=== Section Start ===

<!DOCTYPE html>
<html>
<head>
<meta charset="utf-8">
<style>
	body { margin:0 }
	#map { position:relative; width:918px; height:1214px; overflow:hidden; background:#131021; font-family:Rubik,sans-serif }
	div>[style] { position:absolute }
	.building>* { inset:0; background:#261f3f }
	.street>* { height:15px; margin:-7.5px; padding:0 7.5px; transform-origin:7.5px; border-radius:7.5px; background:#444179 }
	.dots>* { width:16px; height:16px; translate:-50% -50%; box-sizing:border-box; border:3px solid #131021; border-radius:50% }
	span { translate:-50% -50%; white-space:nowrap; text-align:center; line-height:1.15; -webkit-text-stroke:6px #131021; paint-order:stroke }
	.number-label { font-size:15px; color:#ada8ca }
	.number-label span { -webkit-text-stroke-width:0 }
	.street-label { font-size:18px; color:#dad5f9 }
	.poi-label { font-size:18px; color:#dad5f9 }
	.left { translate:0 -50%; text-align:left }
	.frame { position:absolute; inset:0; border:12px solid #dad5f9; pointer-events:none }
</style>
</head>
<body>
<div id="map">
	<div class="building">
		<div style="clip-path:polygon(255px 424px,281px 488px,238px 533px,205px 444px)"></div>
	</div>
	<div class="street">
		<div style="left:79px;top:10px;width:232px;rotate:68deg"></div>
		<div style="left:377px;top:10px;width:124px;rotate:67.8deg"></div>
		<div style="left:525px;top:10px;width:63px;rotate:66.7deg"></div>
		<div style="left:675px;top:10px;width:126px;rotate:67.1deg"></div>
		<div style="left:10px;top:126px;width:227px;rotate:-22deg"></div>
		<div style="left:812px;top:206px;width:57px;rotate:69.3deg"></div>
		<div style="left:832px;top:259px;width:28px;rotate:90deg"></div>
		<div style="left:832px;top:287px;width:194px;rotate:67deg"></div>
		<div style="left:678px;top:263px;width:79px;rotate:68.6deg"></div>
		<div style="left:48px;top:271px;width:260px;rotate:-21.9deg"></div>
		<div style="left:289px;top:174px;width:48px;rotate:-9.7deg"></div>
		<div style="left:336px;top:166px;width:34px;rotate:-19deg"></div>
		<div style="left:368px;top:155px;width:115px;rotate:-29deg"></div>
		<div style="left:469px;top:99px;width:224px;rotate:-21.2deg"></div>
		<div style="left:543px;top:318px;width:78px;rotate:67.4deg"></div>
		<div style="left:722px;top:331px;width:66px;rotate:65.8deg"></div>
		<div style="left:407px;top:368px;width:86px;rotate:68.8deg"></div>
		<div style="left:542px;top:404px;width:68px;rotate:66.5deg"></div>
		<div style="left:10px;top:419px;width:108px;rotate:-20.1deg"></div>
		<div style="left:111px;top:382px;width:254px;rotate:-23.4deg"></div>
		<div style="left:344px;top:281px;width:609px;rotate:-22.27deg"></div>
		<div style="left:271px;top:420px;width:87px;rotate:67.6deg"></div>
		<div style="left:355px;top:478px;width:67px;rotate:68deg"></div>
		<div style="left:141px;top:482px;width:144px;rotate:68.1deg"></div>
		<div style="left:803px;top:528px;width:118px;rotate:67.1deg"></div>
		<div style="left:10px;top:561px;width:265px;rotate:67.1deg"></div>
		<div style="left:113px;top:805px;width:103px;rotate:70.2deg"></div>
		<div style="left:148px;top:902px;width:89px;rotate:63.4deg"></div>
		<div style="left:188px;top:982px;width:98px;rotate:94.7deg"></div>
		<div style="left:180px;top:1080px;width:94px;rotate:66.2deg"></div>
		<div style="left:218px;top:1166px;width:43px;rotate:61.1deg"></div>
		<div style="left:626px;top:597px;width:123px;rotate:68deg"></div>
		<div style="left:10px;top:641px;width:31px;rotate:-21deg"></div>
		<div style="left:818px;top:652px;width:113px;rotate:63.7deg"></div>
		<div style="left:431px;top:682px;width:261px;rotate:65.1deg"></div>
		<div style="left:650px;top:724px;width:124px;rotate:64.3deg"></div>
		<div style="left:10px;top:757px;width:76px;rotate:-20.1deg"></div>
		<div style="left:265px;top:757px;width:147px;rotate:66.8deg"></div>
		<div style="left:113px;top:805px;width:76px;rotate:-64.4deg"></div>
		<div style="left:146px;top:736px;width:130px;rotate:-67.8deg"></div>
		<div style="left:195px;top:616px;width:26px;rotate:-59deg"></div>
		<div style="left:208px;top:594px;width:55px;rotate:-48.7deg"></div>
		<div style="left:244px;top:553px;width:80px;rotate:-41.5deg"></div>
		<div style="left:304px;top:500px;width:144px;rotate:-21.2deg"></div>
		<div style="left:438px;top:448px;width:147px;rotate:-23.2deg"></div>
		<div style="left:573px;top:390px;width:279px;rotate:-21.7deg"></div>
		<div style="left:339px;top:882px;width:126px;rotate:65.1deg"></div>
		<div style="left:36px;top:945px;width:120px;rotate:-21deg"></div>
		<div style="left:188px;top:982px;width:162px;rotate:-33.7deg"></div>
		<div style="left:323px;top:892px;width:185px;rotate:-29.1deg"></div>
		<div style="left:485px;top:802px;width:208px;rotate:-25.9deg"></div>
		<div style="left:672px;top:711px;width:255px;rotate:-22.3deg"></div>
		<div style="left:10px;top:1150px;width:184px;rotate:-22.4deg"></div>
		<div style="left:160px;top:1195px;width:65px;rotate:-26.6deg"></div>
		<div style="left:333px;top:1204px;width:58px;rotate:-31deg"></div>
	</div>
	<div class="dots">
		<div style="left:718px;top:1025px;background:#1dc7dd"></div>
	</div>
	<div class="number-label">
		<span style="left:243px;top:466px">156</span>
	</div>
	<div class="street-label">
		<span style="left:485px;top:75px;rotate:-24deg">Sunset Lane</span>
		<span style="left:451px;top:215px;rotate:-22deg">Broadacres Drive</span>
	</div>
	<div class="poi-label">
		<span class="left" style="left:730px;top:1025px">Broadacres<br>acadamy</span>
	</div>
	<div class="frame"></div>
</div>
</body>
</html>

=== Section End ===

WHAT THIS TASK INVOLVES
All that is wanted is an exact copy of the lines above from the one with "position:relative; width:918px; height:1214px;" through the one with "width:16px; height:16px; translate:-50%", with both ends included.

REPLY
	#map { position:relative; width:918px; height:1214px; overflow:hidden; background:#131021; font-family:Rubik,sans-serif }
	div>[style] { position:absolute }
	.building>* { inset:0; background:#261f3f }
	.street>* { height:15px; margin:-7.5px; padding:0 7.5px; transform-origin:7.5px; border-radius:7.5px; background:#444179 }
	.dots>* { width:16px; height:16px; translate:-50% -50%; box-sizing:border-box; border:3px solid #131021; border-radius:50% }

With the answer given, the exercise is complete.